May 9th Ascension Day

“It is not we who live, and they who are dead. It is they that live, and we who are dying.”

from a Polish priest-poet

May 1st Thank you

A good friend has died. Another good friend conducted the funeral event. After welcoming everyone he said, “Despite my Godlike demeanour I am not a priest nor am I a celebrant.” He could well have been either, priest or celebrant, as he did the whole thing superbly. More importantly he was and is a friend. I watched the event ‘online’.

I realise, being old, that this is going to happen more and more, that friends will die, until of course I die, at which time I hope there are some friends to think about me. All of which has led me to think not so much about friendship, which I suspect is the most important relationship of all, but about gratitude.

As I have thought about my friend who has died I am so thankful, thankful to have known him, and for everything that he was for me and I’m sure for others. But it’s me that I’ve been thinking about. I’m not so much sad for my loss at his death but hugely grateful for my gain from his life and friendship.

Everyone knows that love is at the heart of Christianity. I believe that gratitude is there as well. After all that act of worship, the Holy Communion, which is the well spring of all Christian worship, is also called the Eucharist the Greek word that means Thanksgiving.

April 24th Music

Last Sunday evening we had a Musical Evening at 87A. This time, I’m not sure why, I was more nervous than usual. The guests were more or less as always for these evenings with a few who hadn’t been before. The food was very much as usual, smoked salmon sandwiches and ham sandwiches (the ham from the farmers’ market), egg and bacon pie, olives, little tomatoes and other bits and pieces. The wine was, as usual, unspectacular but drinkable, and there was elderflower cordial on offer.
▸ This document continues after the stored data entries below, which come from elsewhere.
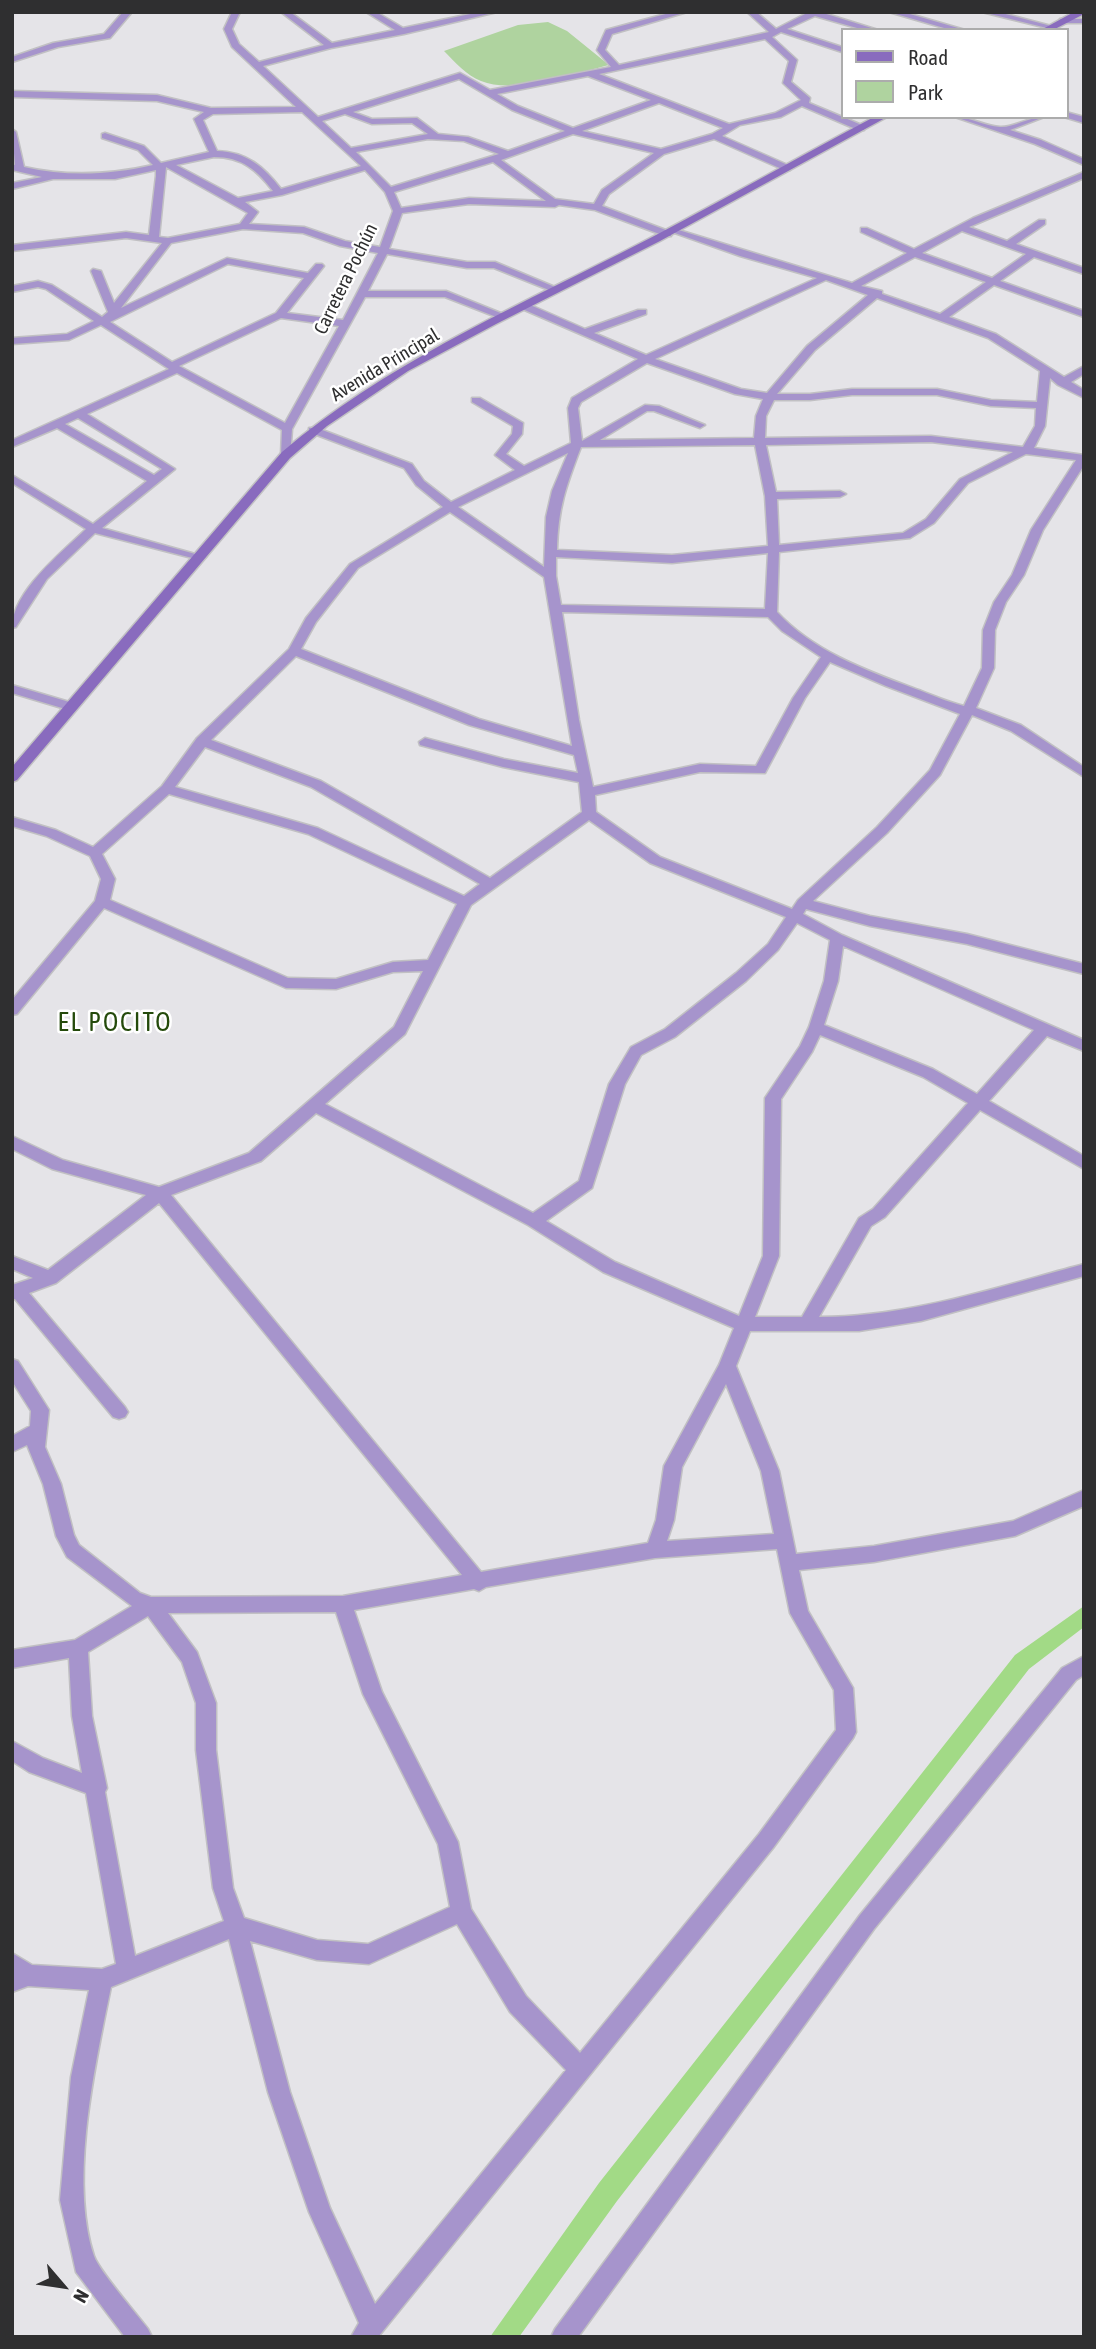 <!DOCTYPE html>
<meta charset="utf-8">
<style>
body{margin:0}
#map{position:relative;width:1096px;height:2349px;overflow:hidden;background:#e5e4e8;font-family:"Asap Condensed",sans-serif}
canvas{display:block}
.frame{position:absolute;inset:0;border:14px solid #2f2f30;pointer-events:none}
.legend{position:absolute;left:841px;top:28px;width:228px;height:91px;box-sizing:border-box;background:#fff;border:2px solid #acacac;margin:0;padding:9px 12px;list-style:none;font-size:21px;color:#2f2f30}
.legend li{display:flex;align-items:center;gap:14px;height:35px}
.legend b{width:35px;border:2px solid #acacac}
.north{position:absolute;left:28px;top:2251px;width:70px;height:70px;-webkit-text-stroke:5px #fff;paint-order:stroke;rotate:119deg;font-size:19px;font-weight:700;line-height:28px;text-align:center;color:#2f2f30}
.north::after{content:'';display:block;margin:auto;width:24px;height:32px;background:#2f2f30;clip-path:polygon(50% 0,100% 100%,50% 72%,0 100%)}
</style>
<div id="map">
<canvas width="1096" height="2349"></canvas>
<div class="frame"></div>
<ul class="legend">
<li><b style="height:9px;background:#896bbe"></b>Road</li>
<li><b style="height:19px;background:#afd39f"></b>Park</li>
</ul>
<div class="north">N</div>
</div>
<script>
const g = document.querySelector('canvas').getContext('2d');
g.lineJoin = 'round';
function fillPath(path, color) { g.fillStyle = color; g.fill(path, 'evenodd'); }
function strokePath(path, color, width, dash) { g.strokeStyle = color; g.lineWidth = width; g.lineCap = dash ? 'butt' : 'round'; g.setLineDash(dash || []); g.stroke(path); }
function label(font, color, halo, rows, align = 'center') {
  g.font = font + ' "Asap Condensed",sans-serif'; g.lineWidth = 5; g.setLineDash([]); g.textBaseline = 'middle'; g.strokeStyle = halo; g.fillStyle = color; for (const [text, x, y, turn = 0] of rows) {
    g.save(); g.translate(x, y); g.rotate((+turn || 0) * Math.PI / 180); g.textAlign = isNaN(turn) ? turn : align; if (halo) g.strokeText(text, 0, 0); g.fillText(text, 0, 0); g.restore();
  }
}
fillPath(new Path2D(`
 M548,22l19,9 42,34c-34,8 -95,30 -128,16 -15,-6 -25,-18 -37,-30l74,-26z`), '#afd39f');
fillPath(new Path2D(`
 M1084,1606v21l-55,42 -412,532 -98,136h-29l109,-154 416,-528z`), '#a2da86');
const minor = new Path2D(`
 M123,12h9l-22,26 -52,9 -46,15v-5l41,-14 51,-9z
 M232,12h8l-8,17 7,15 20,18 65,-17 -43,-33h9l42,31 63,-13 -29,-18h10l27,16 77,-16h17l-93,22 -73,14 -68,18 55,51 142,-44 30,17 121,-23 -14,-17 9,-20 67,-18h14l-75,22 -7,16 14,15 150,-33 -22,-20h9l20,17 33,-17h11l58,18h-14l-49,-14 -28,13 55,18v5l-61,-20 -9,5 25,23 -6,22 19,16 -1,5 55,23v4h-6l-56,-24 -21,11 -41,8 -18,11 68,30v4h-6l-70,-31 -50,15 -55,40 -7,12 69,26v4h-6l-70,-26 -36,-5 -4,2 -86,-3 -67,9 -13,36 78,13h28l67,28 -8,2 -60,-24h-27l-80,-14 -19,37h78l62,25 -9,2 -54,-21h-80l-73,132 -2,28 -9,-2 1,-25 -105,-57 -90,41 88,55 -73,59 104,29 -6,3 -105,-27 -48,46 -31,48 -4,1c0,-36 49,-75 74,-99l-74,-46v-8l81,49 54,-43 -90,-53 -45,19v-7l157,-71 -68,-44 -32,15 -57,4v-6l55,-4 27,-13 -48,-32 -8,-2 -26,5v-6l26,-5 14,4 50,32 6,-5 -17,-41 2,-2 8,2 13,32 48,-60 -36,-5 -114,13v-6l114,-13 23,3 7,-59v-6l-41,9h-62l-41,10v-6l30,-6 -30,-7v-6l3,1 -3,-36 4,3 8,35c44,10 85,8 129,-2l-15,-15 -36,-12v-4l3,-1 39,13 17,17 48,-11 -15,-33 10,-7 -47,-11 -145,-4v-6l145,4 54,13 85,-1 -64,-60 -8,-18zM765,39l24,22 -6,22 18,17 -26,13 -46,11 -130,-50zM588,76l63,24 -78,28 -55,-22 -21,-12zM459,79l53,31 53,21 -57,20 -40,-14 -30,-3 -21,-16 -45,1 -19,-7zM659,103l64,25 -11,6 -51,15 -79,-18zM302,112l59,54 -80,23c-17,-22 -34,-37 -64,-38l-14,-31 10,-6zM345,114l27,10 40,-1 16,11 -77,14 -29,-27zM573,134l81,19 -52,37 -8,14 -39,-5 -54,-39zM428,139l36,2 35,13 -108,33 -35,-35zM214,157c28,0 43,13 59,34l-35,7 -62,-33zM493,162l53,39 -77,-3 -68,10 -7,-16zM166,167l82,46 -8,11 -72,14 -9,-1zM365,170l20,22 8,19 -13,36 -35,-6 -41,-14 -55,-3 9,-12 -13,-10 37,-7zM243,229l60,4 37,13 38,7 -35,67 -56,-7 37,-47 -2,-2h-6l-8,9 -81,-15 -106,50 50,-65zM228,264l76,14 -28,35 -104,49 -62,-40zM281,318l58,8 -54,97 -106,-57zM78,418l84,51 -8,6 -89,-51z
 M889,12h14l62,18h-14z
 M982,12h16l57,15 -4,2z
 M1060,19h24v4h-21z
 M1066,112l18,5v6l-20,-6z
 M955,117c16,0 29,9 45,10 12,1 29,-10 44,-10l-34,13 31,10 43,19v6l-49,-21z
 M1084,172v6l-115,49 38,14 32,-21h6v4l-29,20 68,24v6l-50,-17 -34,24 84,30v6l-90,-32 -45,32 47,17 68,43 20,-11v8l-13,8 13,8v8l-26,-13 -8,-7 -5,48 -11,22 50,7v10l-41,65 -19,45 -18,27 -11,28 -1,38 -18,40 45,17 63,42v10l-73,-46 -39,-16 -32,60 -53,58 -74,68 57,15 97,18 117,30v10l-117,-30 -97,-18 -64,-17 -3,5 39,21 242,105v11l-37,-15 -58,65 95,55v13l-104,-59 -95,107 -14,9 -52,91c91,0 178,-30 265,-53v12l-163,45 -62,10h-109l-14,35 43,105 17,83 78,-8 139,-25 71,-31v16l-69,30 -141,26 -75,8 9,41 45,77 3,44 -3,6 -80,110 -395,489h-27l8,-14 -50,-111 -41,-120 -39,-153 -118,48c-16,78 -42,193 -17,269 5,15 43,58 54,73l4,8h-27l-49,-65 -16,-72 11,-123 18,-87 -61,-4 -16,6v-39l20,12 70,4 14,-5 -30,-171 -57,-21 -17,-11v-20l31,17 39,15 -10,-57 -3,-58 -57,10v-18l63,-10 57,-34 -65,-49 -11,-21 -13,-52 -16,-39 -15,7v-16l18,-10 1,-15 -19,-30v-22l6,2 31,49 -4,37 16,37 13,51 5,10 61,48 11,4 192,-1 119,-21 -303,-372 -103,80 -27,10 96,114 3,5 -3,5 -6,2 -6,-2 -98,-118h-3v-14l21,-7 -21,-9v-13l36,14 98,-75 -94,-26 -40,-20v-13l51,24 96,27 90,-34 145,-126 29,-56 -30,1 -57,17 -50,-1 -182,-80 -87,106 -5,1v-15l83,-99 6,-22 -11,-23 -44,-20 -34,-10v-9l44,13 37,17 69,-61 35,-48 92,-89 17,-31 44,-54 93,-57 -27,-22 -12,-17 -95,-36v-4h8l95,36 12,17 27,21 64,-32 -20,-15 17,-21 1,-8 -41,-24v-4h8l43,25 -1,11 -16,20 18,12 47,-23 -3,-35 4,-10 66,-39 -118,-51v-4h8l57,25 53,-19h8v4l-52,19 52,22 171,-77 -77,-22 -68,-24v-4l180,55 55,-30 -46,-21v-4h6l47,21 59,-31zM962,231l64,23 -34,24 -70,-25zM915,257l71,25 -46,32 -58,-20v-3l-21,-5zM826,280l42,15 -61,51 -40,47 -26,-4 -86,-30zM877,298l111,40 52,33 -3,31 -46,-2 -54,-11h-85l-42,5h-33l38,-44zM647,363l88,31 28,5 -7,17 -2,22 -154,2 47,-29h7l46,17 5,-3 -46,-19 -14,-1 -63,36 -4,-33 3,-6zM852,395h85l54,11 45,2 -1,18 -12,21 -92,-11 -166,2 1,-22 8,-16h36zM931,442l82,10 -53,27 -34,40 -23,14 -124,12 -2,-46 63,-2 6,-3 -6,-3 -64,1 -10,-47zM755,445l10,51 3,50 -96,9 -115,-5c1,-42 9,-64 24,-103zM568,453l-16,38 -6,26 -2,50 -86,-60zM1026,454l50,6 -45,70 -19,45 -18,27 -11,28 -1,38 -18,38c-17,-4 -34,-12 -51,-18 -48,-18 -100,-37 -136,-76l2,-60 131,-14 24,-15 34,-40zM450,512l94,65 28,169 -93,-27 -178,-70 15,-27 42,-54zM768,553l-3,56 -204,-4 -5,-29v-19l116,6zM562,612l206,5 14,14 39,26 -28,41 -37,68 -56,-2 -107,23 -14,-67zM296,656l173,69 105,30 4,18 -74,-14 -79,-21 -6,4 1,3 83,22 76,15 3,30 -92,66 -169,-97 -110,-41zM830,662l56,24 74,28 -30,56 -53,57 -79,73 -6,9 -132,-52 -64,-45 -1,-17 105,-23 65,1 40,-75zM205,747l106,40 169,97 -16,12 -146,-68 -143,-41zM169,794l139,40 149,70 -29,56 -35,2 -57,17 -48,-1 -178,-78 5,-21 -13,-25zM589,820l61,43 136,54 -18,27 -32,29 -71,56 -34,18 -22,37 -30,97 -46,32 -208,-109 80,-70 66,-129zM797,923l33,17 -6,41 -15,46 -9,19 -35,52 -2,158 -24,60 -124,-54 -69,-41 46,-33 33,-104 16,-29 34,-18 71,-56 32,-31zM843,946l191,84 -57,64 -44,-25 -109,-44 14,-44zM820,1035l103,42 45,26 -95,106 -14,9 -57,99h-47l24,-61 2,-157 31,-47zM316,1113l212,112 75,47 131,56 -15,37 -55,101 -8,54 -8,23 -167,29 -310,-377 90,-34zM726,1384l35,87 13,63 -107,7 7,-21 8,-53zM777,1549l13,64 44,77 2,40 -77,104 -179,219 -54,-57 -55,-87 -13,-67 -76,-150 -28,-82 120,-21 5,2 7,-4 169,-29zM336,1612l27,82 75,150 12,63 -82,37 -51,-4 -73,-22 -11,-30 -17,-138v-47l-19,-51 -29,-39zM148,1616l34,46 14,41v47l17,138 11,33 -89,35 -30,-164 2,-4 -15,-72 -4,-64zM457,1924l53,88 56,58 -191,234 -45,-96 -40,-116 -40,-151 67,19 52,4z
 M12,685l64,19 2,3 -6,4 -60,-18z
 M1084,1656v19l-8,5 -202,249 -296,408h-27l4,-8 305,-414 202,-247z`);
const secondary = new Path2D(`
 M1074,12l10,2 -31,16h-12z
 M874,117h13l-227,124 -164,83 -88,47 -81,55 -37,32 -273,322 -5,2v-15l270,-315c103,-87 219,-138 339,-199 85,-43 168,-91 253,-136z`);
strokePath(minor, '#c1c0c3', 3);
strokePath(secondary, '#c1c0c3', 3);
fillPath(minor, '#a694cc');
fillPath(secondary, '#896bbe');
label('19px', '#2f2f30', '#fff', [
 ["Carretera Pochún",346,279,-64],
 ["Avenida Principal",385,365,-31]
]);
g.letterSpacing = '2px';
label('26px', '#244a0b', '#fff', [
 ["EL POCITO",115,1023]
]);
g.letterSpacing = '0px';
</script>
The musicians however were not the usual. Flutes and Frets, Beth Stone and Daniel Murphy were recommended to me by our recently appointed Director of Music at St Agnes. They were certainly offering something different from the string trios or quartets of other evenings or even the St Martin’s Voices who had sung at our last musical evening in Advent.

Beth and Daniel’s instruments were flute, lute and theorbo the latter being a wonderful renaissance instrument like a lute with a very long neck. The music they were to play disconcerted me too. I didn’t recognise the composers and they came chiefly from the fifteenth to the seventeenth centuries.

Friends arrived at 6.00pm. There were about thirty of us. The party was going well. At half past six I sat everyone down. Beth and Daniel came into my sitting room and played.

After they had finished playing when I thanked them I said, ”I don’t know why it should be that music is able to make me smile and bring me close to tears but you, this evening, have done both.”

I asked, ”Why?” to the Master of the King’s Music who was with us. She simply raised her hands. Why? It had happened. And it wasn’t just me. The others had experienced it as well. The musicians and the music had touched us, deeply, within an hour, on a flute, a lute and a theorbo, at 87a on a Sunday evening, in Kennington.